** Directions for this task **
Which lines run from the one containing "write('23px', '#1b2f5e', '#e1cbaa', poiNames, 'left');" through the end of the material? Reproduce them exactly.

** Material provided **

##############################

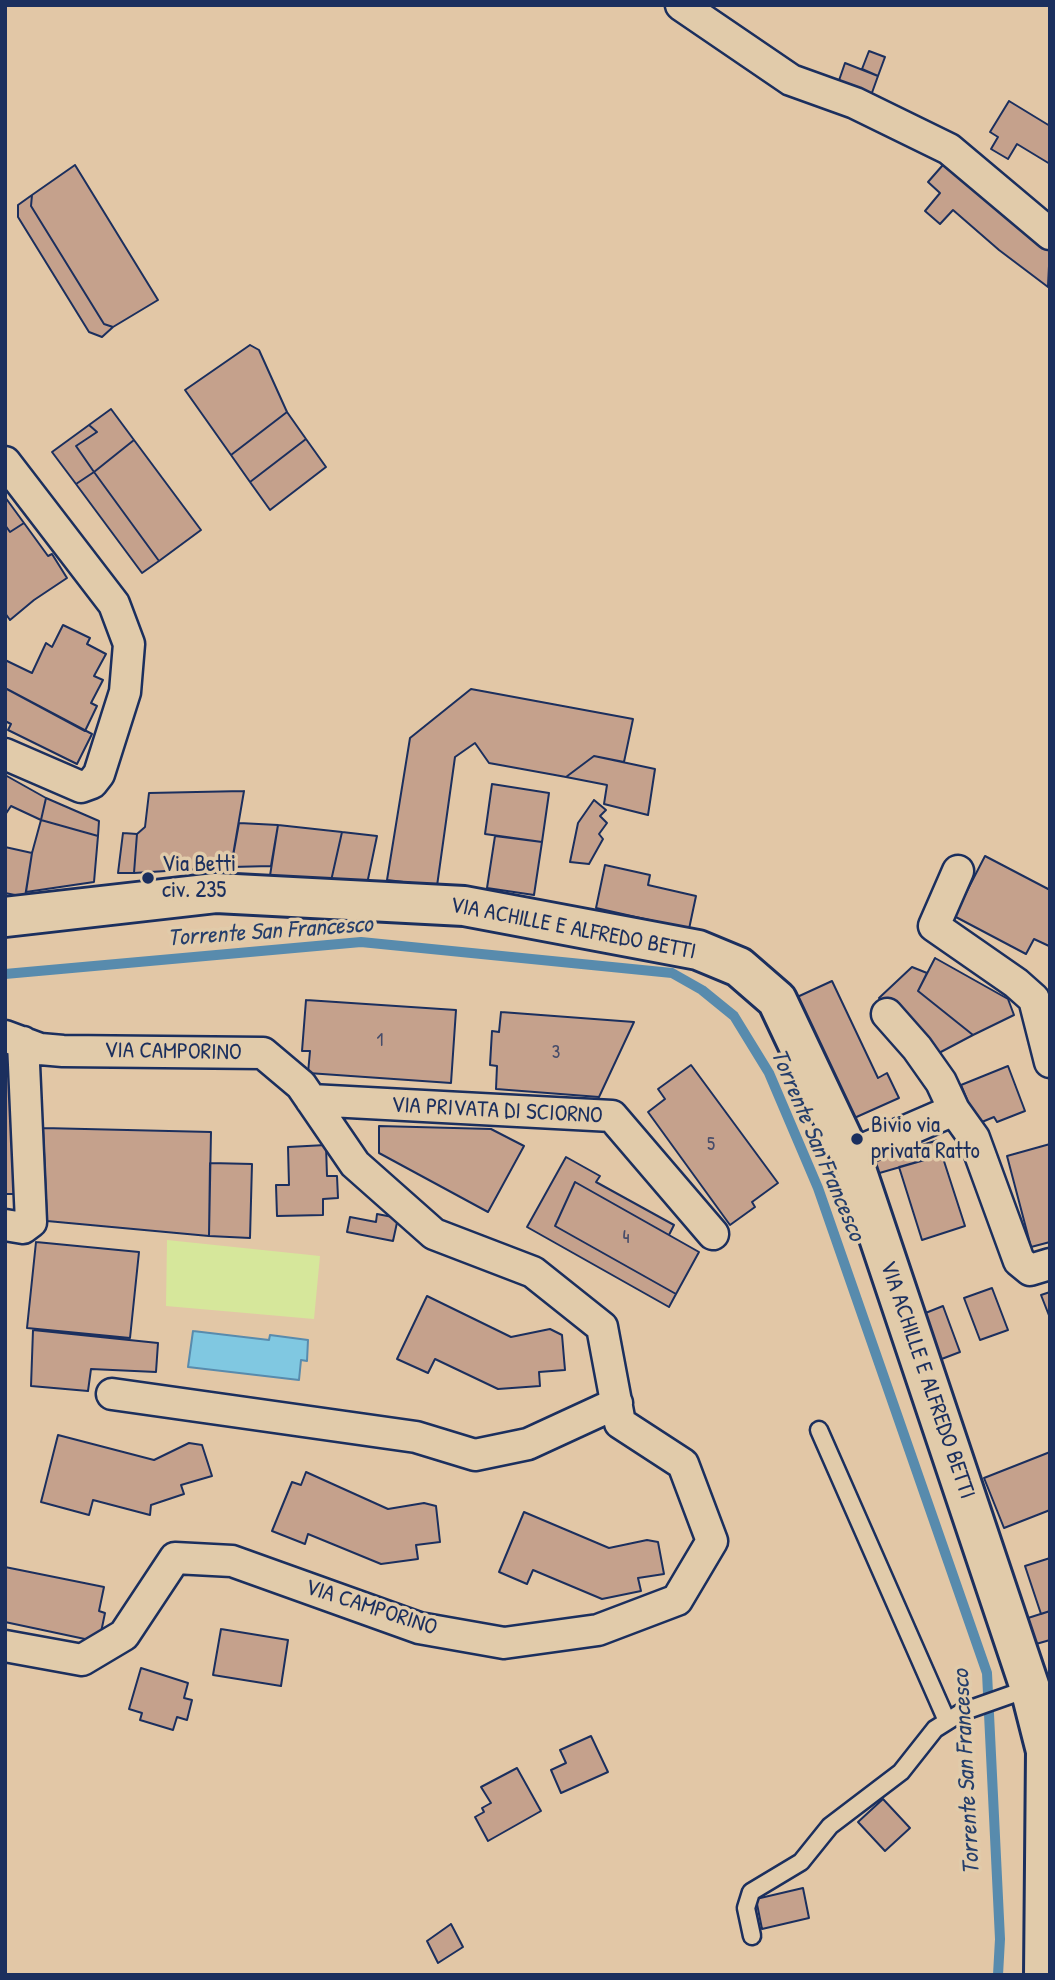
<!DOCTYPE html>
<style>
body{margin:0}
#map{position:relative;width:1055px;height:1980px;overflow:hidden;background:#e2c7a6;font-family:"Patrick Hand",sans-serif}
canvas{display:block}
.frame{position:absolute;inset:0;border:7px solid #1b2f5e;pointer-events:none}
</style>
<div id="map">
<canvas width="1055" height="1980"></canvas>
<div class="frame"></div>
</div>
<script>
const context = document.querySelector('canvas').getContext('2d');
context.lineJoin = 'round';
function paint(path, color) { context.fillStyle = color; context.fill(path, 'evenodd'); }
const toPath = rows => new Path2D(rows.map(r => 'M' + r).join(''));
function strokePath(path, color, width, dash) { context.strokeStyle = color; context.lineWidth = width; context.lineCap = dash ? 'butt' : 'round'; context.setLineDash(dash || []); context.stroke(path); }
function write(font, color, halo, rows, align = 'center') {
  context.font = font + ' "Patrick Hand",sans-serif'; context.lineWidth = 7; context.setLineDash([]); context.textBaseline = 'middle'; context.strokeStyle = halo; context.fillStyle = color; for (const [text, x, y, turn = 0] of rows) {
    context.save(); context.translate(x, y); context.rotate((+turn || 0) * Math.PI / 180); context.textAlign = isNaN(turn) ? turn : align; if (halo) context.strokeText(text, 0, 0); context.fillText(text, 0, 0); context.restore();
  }
}
const green = toPath([
 [167,1240,320,1256,314,1319,166,1306]
]);
const water = toPath([
 [193,1331,269,1340,270,1335,308,1340,307,1361,301,1360,299,1380,188,1367,193,1331]
]);
const stream = toPath([
 [5,974,361,942,672,973,702,990,734,1016,769,1073,818,1188,987,1673,1000,1939,998,1975]
]);
const building = toPath([
 [869,51,885,57,878,76,862,69,869,51],
 [845,63,878,76,869,101,836,89,845,63],
 [1009,101,1050,126,1050,164,1017,144,1008,159,991,149,998,137,990,132,1009,101],
 [949,158,1050,245,1048,287,999,250,953,210,940,224,925,211,940,193,928,182,949,158],
 [75,165,158,300,113,327,104,324,31,206,32,195,75,165],
 [32,195,31,206,104,324,113,327,102,337,89,332,18,217,18,205,32,195],
 [250,345,259,350,287,412,231,455,185,390,250,345],
 [111,409,134,440,94,472,76,446,97,432,89,425,111,409],
 [287,412,306,439,250,482,231,455,287,412],
 [89,425,97,432,76,446,94,472,76,484,52,452,89,425],
 [306,439,326,467,270,510,250,482,306,439],
 [134,440,201,530,159,561,94,472,134,440],
 [94,472,159,561,142,573,76,484,94,472],
 [5,497,24,523,10,532,5,525,5,497],
 [24,523,48,556,52,554,67,578,34,600,10,620,5,613,5,525,10,532,24,523],
 [63,625,90,638,87,644,106,654,94,676,103,680,91,703,97,706,85,731,5,688,5,660,32,673,46,643,52,647,63,625],
 [5,688,92,734,77,764,8,730,11,724,5,721,5,688],
 [471,689,633,719,624,762,594,756,566,777,489,763,475,743,455,757,437,886,387,880,410,738,471,689],
 [594,756,655,769,648,815,604,804,607,785,566,777,594,756],
 [5,775,46,798,41,820,11,806,5,815,5,775],
 [492,784,549,793,542,842,485,834,492,784],
 [244,791,231,867,134,873,137,834,145,827,149,793,244,791],
 [46,798,99,821,98,836,41,820,46,798],
 [594,800,606,810,600,816,607,823,599,834,603,839,589,864,570,862,578,823,594,800],
 [41,820,98,836,94,882,26,892,32,853,41,820],
 [239,823,278,825,271,866,231,867,239,823],
 [278,825,342,832,331,881,269,882,278,825],
 [342,832,377,836,367,884,331,881,342,832],
 [123,833,137,834,134,873,118,873,123,833],
 [495,836,542,842,534,895,487,888,495,836],
 [5,847,32,853,25,897,5,893,5,847],
 [985,856,1050,890,1049,946,1034,939,1026,954,954,916,985,856],
 [605,865,650,875,648,885,696,896,689,929,596,908,605,865],
 [935,958,1008,999,1014,1015,973,1035,918,991,935,958],
 [912,967,927,973,918,991,973,1035,937,1054,879,998,912,967],
 [832,981,878,1078,887,1073,899,1098,852,1119,795,998,832,981],
 [306,1000,456,1010,451,1083,308,1073,310,1051,302,1051,306,1000],
 [501,1012,634,1022,599,1097,496,1089,497,1066,490,1065,492,1031,499,1032,501,1012],
 [691,1065,778,1183,752,1202,755,1207,730,1225,648,1112,665,1099,658,1089,691,1065],
 [1008,1066,1025,1111,997,1122,994,1117,977,1124,961,1085,1008,1066],
 [5,1073,12,1074,17,1194,5,1194,5,1073],
 [379,1126,491,1129,524,1146,488,1212,379,1153,379,1126],
 [43,1128,211,1132,209,1236,47,1221,43,1128],
 [938,1140,942,1155,876,1174,872,1161,938,1140],
 [1050,1144,1050,1242,1031,1247,1007,1156,1050,1144],
 [326,1145,327,1176,337,1176,338,1198,323,1199,323,1215,277,1216,276,1185,289,1185,288,1147,326,1145],
 [942,1155,965,1226,922,1240,899,1167,942,1155],
 [566,1157,600,1176,596,1182,674,1225,669,1235,575,1182,555,1226,676,1294,669,1307,527,1227,566,1157],
 [210,1163,252,1164,250,1238,209,1236,210,1163],
 [575,1182,699,1252,676,1294,555,1226,575,1182],
 [377,1214,398,1218,393,1241,347,1232,350,1217,376,1222,377,1214],
 [36,1242,139,1252,130,1338,27,1328,36,1242],
 [992,1288,1008,1330,980,1340,964,1298,992,1288],
 [1050,1292,1050,1318,1041,1295,1050,1292],
 [427,1296,511,1337,550,1329,562,1335,565,1370,539,1372,540,1386,498,1389,435,1359,428,1373,397,1359,427,1296],
 [943,1306,960,1352,939,1360,923,1314,943,1306],
 [33,1330,158,1343,156,1372,91,1369,88,1391,31,1386,33,1330],
 [58,1435,154,1460,189,1443,202,1445,212,1476,181,1485,184,1494,151,1505,150,1515,93,1500,89,1515,41,1502,58,1435],
 [1050,1452,1050,1510,1004,1528,984,1478,1050,1452],
 [306,1472,388,1509,424,1503,436,1506,440,1542,416,1545,418,1559,381,1564,308,1534,305,1544,272,1531,292,1482,301,1485,306,1472],
 [524,1512,609,1548,647,1540,658,1542,664,1574,638,1578,641,1591,602,1599,533,1570,527,1584,499,1572,524,1512],
 [1050,1558,1050,1611,1041,1614,1025,1566,1050,1558],
 [5,1567,104,1587,99,1611,105,1613,99,1642,5,1622,5,1567],
 [1050,1611,1050,1640,1036,1644,1028,1618,1050,1611],
 [221,1629,288,1640,281,1686,213,1675,221,1629],
 [141,1668,188,1683,184,1698,192,1700,187,1720,177,1717,173,1730,140,1720,142,1713,129,1709,141,1668],
 [591,1736,608,1772,561,1793,551,1770,566,1763,560,1750,591,1736],
 [517,1768,541,1811,488,1841,475,1817,484,1812,482,1808,491,1803,481,1787,517,1768],
 [883,1799,910,1828,885,1851,858,1822,883,1799],
 [803,1888,809,1918,762,1929,756,1899,803,1888],
 [451,1924,463,1947,438,1963,427,1941,451,1924]
]);
const lane = toPath([
 [819,1430,947,1721],
 [752,1936,746,1908,751,1892,801,1862,830,1826,901,1772,935,1729,962,1712,1030,1688]
]);
const street = toPath([
 [681,5,791,80,855,103,949,149,1050,234],
 [5,462,114,604,129,644,125,692,99,774,92,783,81,787,5,754],
 [958,871,934,926,1016,983,1034,999,1050,1062],
 [887,1014,917,1048,941,1082,954,1110],
 [5,1036,40,1049,63,1051,263,1053,301,1085,355,1164,434,1234,533,1272,602,1327,620,1423,683,1464,712,1541,677,1600,598,1630,504,1643,419,1628,232,1561,175,1558,124,1635,82,1660,5,1646],
 [311,1100,612,1116,713,1234],
 [850,1155,954,1110,974,1138,1019,1261,1030,1270,1050,1264],
 [5,1225,23,1228,31,1222,23,1042],
 [112,1394,416,1437,475,1455,528,1444,617,1403]
]);
const secondary = toPath([
 [5,917,216,893,464,906,698,950,739,967,777,1000,854,1163,1030,1688,1046,1751,1044,1975]
]);
const markers = [
 [148,878,7,"#1b2f5e"],
 [857,1139,7,"#1b2f5e"]
];
const numberNames = [
 ["1",380,1041],
 ["3",556,1053],
 ["5",711,1145],
 ["4",626,1238]
];
const poiNames = [
 ["Via Betti",162,865],
 ["civ. 235",162,891],
 ["Bivio via",871,1126],
 ["privata Ratto",871,1152]
];
const streetNames = [
 ["VIA ACHILLE E ALFREDO BETTI",573,929,11],
 ["VIA CAMPORINO",173,1052,1],
 ["VIA PRIVATA DI SCIORNO",497,1111,3],
 ["VIA ACHILLE E ALFREDO BETTI",927,1380,71],
 ["VIA CAMPORINO",371,1608,18]
];
const waterNames = [
 ["Torrente San Francesco",270,932,-4],
 ["Torrente San Francesco",817,1145,67],
 ["Torrente San Francesco",967,1772,-93]
];
paint(green, '#d6e79b');
paint(water, '#80c8e1');
strokePath(water, '#588bad', 2);
strokePath(stream, '#588bad', 10);
paint(building, '#c5a18c');
strokePath(building, '#1b2f5e', 2);
strokePath(lane, '#1b2f5e', 21);
strokePath(street, '#1b2f5e', 35);
strokePath(secondary, '#1b2f5e', 44);
strokePath(lane, '#e1cbaa', 16);
strokePath(street, '#e1cbaa', 30);
strokePath(secondary, '#e1cbaa', 38);
for (const [x, y, r, color] of markers) { const dot = new Path2D(); dot.arc(x, y, r, 0, 2 * Math.PI); context.fillStyle = color; context.fill(dot); strokePath(dot, '#e1cbaa', 2.5); }
write('19px', '#464c6a', null, numberNames);
write('23px', '#1b2f5e', '#e1cbaa', poiNames, 'left');
write('23px', '#1b2f5e', '#e1cbaa', streetNames);
write('italic 24px', '#253e6b', '#e1cbaa', waterNames);
</script>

##############################

** Task answer **
write('23px', '#1b2f5e', '#e1cbaa', poiNames, 'left');
write('23px', '#1b2f5e', '#e1cbaa', streetNames);
write('italic 24px', '#253e6b', '#e1cbaa', waterNames);
</script>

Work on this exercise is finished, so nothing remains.